The statistics require positive numbers, so if you want to calculate temperature use Kelvin. Wind direction has special calculations for AirNow if the observation name is ‘WD’.

stat_list: List of acronyms of statistics to calculate as defined in Supported Statistics. (e.g., [‘MB’, ‘MdnB’, ‘NMB’, ‘NMdnB’,’R2’, ‘RMSE’]). A dictionary of definitions is also included in MELODIES-MONET/melodies_monet/stats/proc_stats.py.

round_output: This is optional. This is the integer provided to Pandas round function defining the number of decimal places to which to round each value. Defaults to 3 (i.e., rounds to 3rd decimal place).

output_table: This is optional. The statistics will always output a table in .csv format. If True, a matplotlib table figure is also output.

output_table_kwargs: This is optional. This is a dictionary defining all of the characteristics of the matplotlib table figure. This is completely customizable because optimal sizes will depend on the number of pairs and statistics included.

For example,

output_table_kwargs:
  figsize: [7, 3]
  fontsize: 12.
  xscale: 1.4
  yscale: 1.4
  edges: 'horizontal'

domain_type: List of domain types to be plotted. These correspond with the columns in the observation file. (e.g., airnow: epa_region, state_name, siteid, etc.).

domain_name: List of domain names to be plotted. If domain_type = all, all data will be used and the domain_name is used only in the plot title. If domain_type is not equal to all, MELODIES MONET will query all of the data where domain_type is equal to domain_name.

data: This a list of model / observation pairs to be plotted where the observation label is first and the model label is second (e.g., [‘airnow_cmaq_expt’, ‘airnow_rrfs_13km’, ‘airnow_wrfchem_v4.2’])

data_proc: This section stores all of the data processing information.

  • filter_dict: This is a dictionary used to filter the paired data sent to the stats routine. The keys of the dictionary should be columns of of the paired dataset which will be used in filtering. If there are multiple keys, this will loop over all of them. The value of the dict should be another dict with keys ‘value’ and ‘oper’. ‘value’ can be a single value or list of values used when filtering the data. ‘oper’ is the operation used when comparing the dataset values.
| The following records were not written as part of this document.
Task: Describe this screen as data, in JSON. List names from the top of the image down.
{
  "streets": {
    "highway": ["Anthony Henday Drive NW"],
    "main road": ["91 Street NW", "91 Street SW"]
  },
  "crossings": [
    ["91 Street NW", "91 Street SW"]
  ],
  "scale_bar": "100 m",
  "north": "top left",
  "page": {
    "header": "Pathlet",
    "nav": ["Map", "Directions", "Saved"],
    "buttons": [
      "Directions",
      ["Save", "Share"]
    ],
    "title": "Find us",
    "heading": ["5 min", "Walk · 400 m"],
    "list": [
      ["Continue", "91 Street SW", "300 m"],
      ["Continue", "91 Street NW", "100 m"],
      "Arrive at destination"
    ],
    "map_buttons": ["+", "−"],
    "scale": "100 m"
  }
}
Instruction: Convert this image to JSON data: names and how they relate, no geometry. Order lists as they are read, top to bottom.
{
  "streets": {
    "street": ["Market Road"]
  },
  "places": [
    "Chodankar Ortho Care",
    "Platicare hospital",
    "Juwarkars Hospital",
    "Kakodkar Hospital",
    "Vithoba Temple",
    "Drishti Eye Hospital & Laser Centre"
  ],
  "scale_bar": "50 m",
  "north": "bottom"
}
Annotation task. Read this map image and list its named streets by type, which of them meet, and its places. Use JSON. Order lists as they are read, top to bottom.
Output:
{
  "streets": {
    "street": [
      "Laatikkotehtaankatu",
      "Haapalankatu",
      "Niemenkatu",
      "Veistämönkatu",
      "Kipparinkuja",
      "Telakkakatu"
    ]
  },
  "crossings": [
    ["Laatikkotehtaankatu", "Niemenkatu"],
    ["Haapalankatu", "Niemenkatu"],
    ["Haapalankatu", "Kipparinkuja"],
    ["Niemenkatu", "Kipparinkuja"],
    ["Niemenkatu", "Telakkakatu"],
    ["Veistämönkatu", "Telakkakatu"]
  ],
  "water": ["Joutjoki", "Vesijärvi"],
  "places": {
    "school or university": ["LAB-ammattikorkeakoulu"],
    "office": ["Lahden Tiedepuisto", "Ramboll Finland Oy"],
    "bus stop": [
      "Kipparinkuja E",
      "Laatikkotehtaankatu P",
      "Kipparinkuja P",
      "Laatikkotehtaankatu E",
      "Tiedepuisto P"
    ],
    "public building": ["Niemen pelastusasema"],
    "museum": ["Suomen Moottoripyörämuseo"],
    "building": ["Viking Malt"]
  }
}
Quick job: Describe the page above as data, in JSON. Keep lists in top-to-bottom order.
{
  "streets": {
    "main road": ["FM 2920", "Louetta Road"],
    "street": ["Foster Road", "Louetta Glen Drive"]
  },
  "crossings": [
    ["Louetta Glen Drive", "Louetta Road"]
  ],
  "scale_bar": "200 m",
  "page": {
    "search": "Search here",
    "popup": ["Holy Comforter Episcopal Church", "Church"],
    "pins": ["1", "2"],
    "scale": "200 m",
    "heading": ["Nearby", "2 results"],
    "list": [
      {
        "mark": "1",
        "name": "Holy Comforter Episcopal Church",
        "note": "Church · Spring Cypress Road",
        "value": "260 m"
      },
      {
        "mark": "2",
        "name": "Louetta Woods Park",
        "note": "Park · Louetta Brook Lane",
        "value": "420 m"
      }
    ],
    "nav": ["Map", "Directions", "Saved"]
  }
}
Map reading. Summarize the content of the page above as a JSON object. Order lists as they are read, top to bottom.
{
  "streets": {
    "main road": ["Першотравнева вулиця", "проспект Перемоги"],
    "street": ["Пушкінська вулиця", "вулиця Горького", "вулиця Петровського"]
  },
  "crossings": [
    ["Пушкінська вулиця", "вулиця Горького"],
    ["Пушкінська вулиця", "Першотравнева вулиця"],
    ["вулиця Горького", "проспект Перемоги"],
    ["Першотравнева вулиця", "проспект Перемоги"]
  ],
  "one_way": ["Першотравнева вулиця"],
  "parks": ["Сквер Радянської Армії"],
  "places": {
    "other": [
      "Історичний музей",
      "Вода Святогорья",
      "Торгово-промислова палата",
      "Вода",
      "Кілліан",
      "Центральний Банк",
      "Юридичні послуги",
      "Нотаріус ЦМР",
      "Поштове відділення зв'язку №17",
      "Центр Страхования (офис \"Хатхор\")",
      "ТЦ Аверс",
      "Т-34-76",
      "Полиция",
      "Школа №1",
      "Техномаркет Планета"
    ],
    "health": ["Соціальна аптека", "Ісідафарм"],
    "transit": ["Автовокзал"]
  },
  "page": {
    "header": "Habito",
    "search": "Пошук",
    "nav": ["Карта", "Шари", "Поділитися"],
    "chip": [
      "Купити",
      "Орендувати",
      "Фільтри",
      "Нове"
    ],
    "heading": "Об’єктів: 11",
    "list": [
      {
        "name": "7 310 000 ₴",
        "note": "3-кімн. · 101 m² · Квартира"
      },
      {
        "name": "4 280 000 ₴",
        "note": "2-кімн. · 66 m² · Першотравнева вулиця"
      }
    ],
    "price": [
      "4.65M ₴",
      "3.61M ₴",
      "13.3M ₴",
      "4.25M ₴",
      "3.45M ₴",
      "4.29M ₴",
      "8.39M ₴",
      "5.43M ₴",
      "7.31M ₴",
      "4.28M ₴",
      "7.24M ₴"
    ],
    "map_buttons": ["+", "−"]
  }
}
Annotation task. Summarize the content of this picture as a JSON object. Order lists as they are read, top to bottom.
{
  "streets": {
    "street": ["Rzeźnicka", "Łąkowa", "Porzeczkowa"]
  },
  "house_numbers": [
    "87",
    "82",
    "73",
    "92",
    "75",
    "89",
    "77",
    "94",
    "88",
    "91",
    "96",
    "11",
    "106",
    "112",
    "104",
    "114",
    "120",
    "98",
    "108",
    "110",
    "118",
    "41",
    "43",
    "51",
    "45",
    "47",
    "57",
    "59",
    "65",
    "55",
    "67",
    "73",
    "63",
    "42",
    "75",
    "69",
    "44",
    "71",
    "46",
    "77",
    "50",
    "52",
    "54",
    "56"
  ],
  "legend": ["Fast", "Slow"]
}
Examples of operations are ==, !=, >, >=, etc. Additionally, when comparing to a list, “oper” can be set to “isin” or “isnotin” to filter by values in the list or not in the list, respectively. This cannot be specified if ‘filter_string’ is specified. Example: {‘state_name’:{‘oper’:’isin’,’value’:[‘CO’]}, ‘WS’:{‘oper’:’<’,’value’:1}}

  • filter_string: This is a string used to filter the paired data sent to the statistics routine. The result is the same as using filter_dict. This uses the pandas query method on the paired dataset. This cannot be specified if ‘filter_dict’ is specified. This option is only available for surface and aircraft observations. For satellite observations, use the ‘filter_dict’ option instead. Example: state_name in [‘CO’] and WS < 1

  • rem_obs_by_nan_pct: Specify as dictionary with keys ‘group_var’, ‘pct_cutoff’ and ‘times’. If specified, removes all instances of ‘group_var’ where there are > ‘pct_cutoff’ % NaN values. For example, with airnow sites, setting ‘group_var’ to ‘siteid’ will remove all sites with > pct_cutoff NaN values. Setting ‘times’ to ‘hourly’ will only look at values at the beginning of each hour. Set ‘times’ to ‘’ if all times should be used. This calculation occurs over the entire analysis window and prior to calculating the regulatory metrics.